Your instructions: Keep only the lines of the data below that contain "page", and copy them.
*** Opening Provided data ***
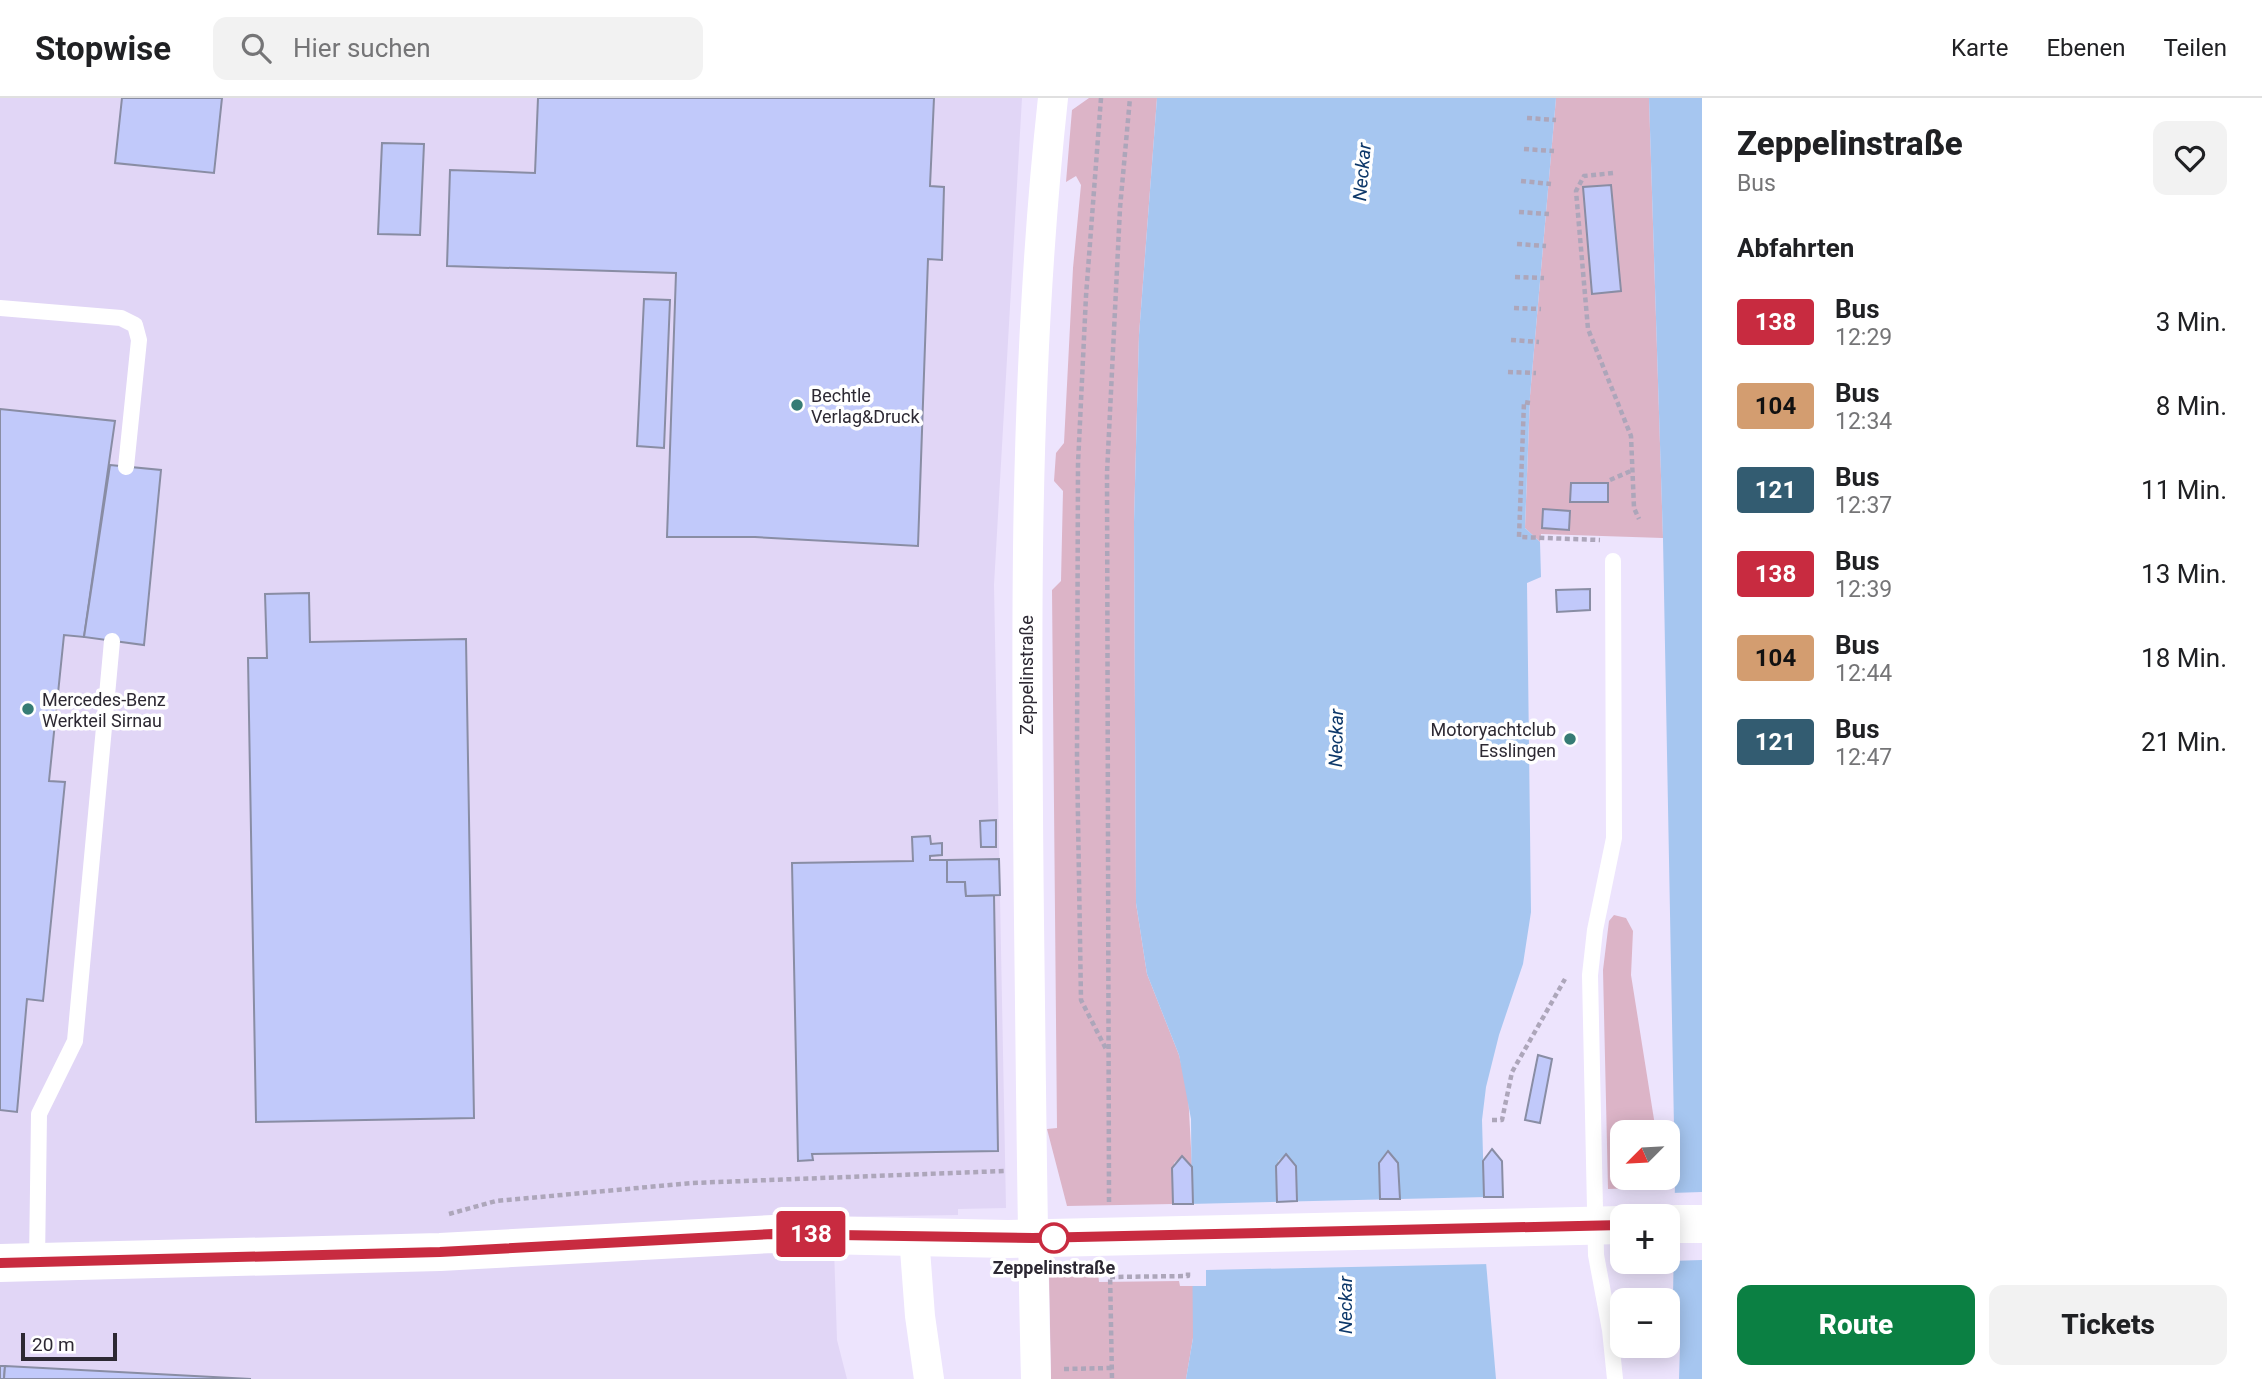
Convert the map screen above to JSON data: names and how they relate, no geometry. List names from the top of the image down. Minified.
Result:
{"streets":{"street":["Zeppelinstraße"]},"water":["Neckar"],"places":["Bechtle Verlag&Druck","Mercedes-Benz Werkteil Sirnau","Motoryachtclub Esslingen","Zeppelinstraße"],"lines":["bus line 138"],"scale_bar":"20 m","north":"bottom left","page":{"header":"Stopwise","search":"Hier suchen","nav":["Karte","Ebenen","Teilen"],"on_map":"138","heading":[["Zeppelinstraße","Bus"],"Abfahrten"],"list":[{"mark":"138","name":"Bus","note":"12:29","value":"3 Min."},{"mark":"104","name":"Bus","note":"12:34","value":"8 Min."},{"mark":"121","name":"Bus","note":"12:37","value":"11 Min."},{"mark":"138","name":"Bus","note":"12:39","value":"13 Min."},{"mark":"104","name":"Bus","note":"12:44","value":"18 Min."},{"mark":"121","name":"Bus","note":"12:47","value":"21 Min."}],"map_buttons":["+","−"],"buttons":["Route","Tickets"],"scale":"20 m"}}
*** Closing Provided data ***
*** Opening Provided data ***
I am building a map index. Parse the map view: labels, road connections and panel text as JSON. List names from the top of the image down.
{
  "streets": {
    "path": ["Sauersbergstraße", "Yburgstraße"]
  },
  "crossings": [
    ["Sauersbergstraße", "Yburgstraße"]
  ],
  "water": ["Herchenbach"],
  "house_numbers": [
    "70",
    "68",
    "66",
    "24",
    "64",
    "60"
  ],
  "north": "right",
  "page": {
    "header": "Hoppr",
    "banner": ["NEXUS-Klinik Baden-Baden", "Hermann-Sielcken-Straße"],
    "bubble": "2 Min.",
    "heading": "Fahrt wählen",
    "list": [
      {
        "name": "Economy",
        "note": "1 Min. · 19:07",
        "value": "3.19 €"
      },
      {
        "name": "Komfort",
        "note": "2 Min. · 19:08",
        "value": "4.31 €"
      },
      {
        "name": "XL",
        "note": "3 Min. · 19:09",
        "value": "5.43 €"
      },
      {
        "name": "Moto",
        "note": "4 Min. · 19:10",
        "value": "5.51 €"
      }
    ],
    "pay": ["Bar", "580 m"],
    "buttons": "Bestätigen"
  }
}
*** Closing Provided data ***
Reply to the task:
{"streets":{"street":["Zeppelinstraße"]},"water":["Neckar"],"places":["Bechtle Verlag&Druck","Mercedes-Benz Werkteil Sirnau","Motoryachtclub Esslingen","Zeppelinstraße"],"lines":["bus line 138"],"scale_bar":"20 m","north":"bottom left","page":{"header":"Stopwise","search":"Hier suchen","nav":["Karte","Ebenen","Teilen"],"on_map":"138","heading":[["Zeppelinstraße","Bus"],"Abfahrten"],"list":[{"mark":"138","name":"Bus","note":"12:29","value":"3 Min."},{"mark":"104","name":"Bus","note":"12:34","value":"8 Min."},{"mark":"121","name":"Bus","note":"12:37","value":"11 Min."},{"mark":"138","name":"Bus","note":"12:39","value":"13 Min."},{"mark":"104","name":"Bus","note":"12:44","value":"18 Min."},{"mark":"121","name":"Bus","note":"12:47","value":"21 Min."}],"map_buttons":["+","−"],"buttons":["Route","Tickets"],"scale":"20 m"}}
  "page": {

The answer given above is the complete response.